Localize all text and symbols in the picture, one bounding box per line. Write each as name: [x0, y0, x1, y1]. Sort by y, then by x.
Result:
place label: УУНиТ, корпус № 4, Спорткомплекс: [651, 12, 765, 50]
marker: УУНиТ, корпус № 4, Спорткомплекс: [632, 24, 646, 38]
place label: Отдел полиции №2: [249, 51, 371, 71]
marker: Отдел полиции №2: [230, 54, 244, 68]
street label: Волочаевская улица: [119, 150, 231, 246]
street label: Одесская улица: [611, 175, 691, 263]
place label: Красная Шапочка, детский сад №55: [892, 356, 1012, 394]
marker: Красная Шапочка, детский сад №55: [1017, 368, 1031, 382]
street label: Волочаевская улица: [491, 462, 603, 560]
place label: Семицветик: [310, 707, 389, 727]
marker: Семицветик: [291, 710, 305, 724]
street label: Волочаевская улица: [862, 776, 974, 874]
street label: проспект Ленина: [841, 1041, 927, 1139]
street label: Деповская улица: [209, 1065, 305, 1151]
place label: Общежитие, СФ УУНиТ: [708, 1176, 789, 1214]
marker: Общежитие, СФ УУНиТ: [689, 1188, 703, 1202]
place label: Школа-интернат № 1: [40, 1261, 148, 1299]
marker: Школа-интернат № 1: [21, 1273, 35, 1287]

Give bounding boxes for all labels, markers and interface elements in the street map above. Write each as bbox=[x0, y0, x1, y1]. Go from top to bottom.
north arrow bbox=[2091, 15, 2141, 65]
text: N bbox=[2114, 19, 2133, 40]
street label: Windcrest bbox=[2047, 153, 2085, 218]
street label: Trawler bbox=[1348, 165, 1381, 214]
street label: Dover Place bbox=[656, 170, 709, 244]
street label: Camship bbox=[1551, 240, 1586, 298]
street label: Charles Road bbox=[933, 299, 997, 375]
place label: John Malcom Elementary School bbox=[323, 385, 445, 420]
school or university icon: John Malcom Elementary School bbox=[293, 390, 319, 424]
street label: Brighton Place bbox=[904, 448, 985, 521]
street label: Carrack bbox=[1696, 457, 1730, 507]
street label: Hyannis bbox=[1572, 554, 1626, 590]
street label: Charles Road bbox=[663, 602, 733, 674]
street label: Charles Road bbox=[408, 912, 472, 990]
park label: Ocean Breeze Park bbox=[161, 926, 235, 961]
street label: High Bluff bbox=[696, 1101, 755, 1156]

> **WHAT THE TASK ASKS**
Each entry above is to be repeated exactly as it appears.

> **EXERCISE RESPONSE**
Localize all text and symbols in the picture, one bounding box per line. Write each as name: [x0, y0, x1, y1]. Sort by y, then by x.
Result:
place label: УУНиТ, корпус № 4, Спорткомплекс: [651, 12, 765, 50]
marker: УУНиТ, корпус № 4, Спорткомплекс: [632, 24, 646, 38]
place label: Отдел полиции №2: [249, 51, 371, 71]
marker: Отдел полиции №2: [230, 54, 244, 68]
street label: Волочаевская улица: [119, 150, 231, 246]
street label: Одесская улица: [611, 175, 691, 263]
place label: Красная Шапочка, детский сад №55: [892, 356, 1012, 394]
marker: Красная Шапочка, детский сад №55: [1017, 368, 1031, 382]
street label: Волочаевская улица: [491, 462, 603, 560]
place label: Семицветик: [310, 707, 389, 727]
marker: Семицветик: [291, 710, 305, 724]
street label: Волочаевская улица: [862, 776, 974, 874]
street label: проспект Ленина: [841, 1041, 927, 1139]
street label: Деповская улица: [209, 1065, 305, 1151]
place label: Общежитие, СФ УУНиТ: [708, 1176, 789, 1214]
marker: Общежитие, СФ УУНиТ: [689, 1188, 703, 1202]
place label: Школа-интернат № 1: [40, 1261, 148, 1299]
marker: Школа-интернат № 1: [21, 1273, 35, 1287]

Give bounding boxes for all labels, markers and interface elements in the street map above. Write each as bbox=[x0, y0, x1, y1]. Go from top to bottom.
north arrow bbox=[2091, 15, 2141, 65]
text: N bbox=[2114, 19, 2133, 40]
street label: Windcrest bbox=[2047, 153, 2085, 218]
street label: Trawler bbox=[1348, 165, 1381, 214]
street label: Dover Place bbox=[656, 170, 709, 244]
street label: Camship bbox=[1551, 240, 1586, 298]
street label: Charles Road bbox=[933, 299, 997, 375]
place label: John Malcom Elementary School bbox=[323, 385, 445, 420]
school or university icon: John Malcom Elementary School bbox=[293, 390, 319, 424]
street label: Brighton Place bbox=[904, 448, 985, 521]
street label: Carrack bbox=[1696, 457, 1730, 507]
street label: Hyannis bbox=[1572, 554, 1626, 590]
street label: Charles Road bbox=[663, 602, 733, 674]
street label: Charles Road bbox=[408, 912, 472, 990]
park label: Ocean Breeze Park bbox=[161, 926, 235, 961]
street label: High Bluff bbox=[696, 1101, 755, 1156]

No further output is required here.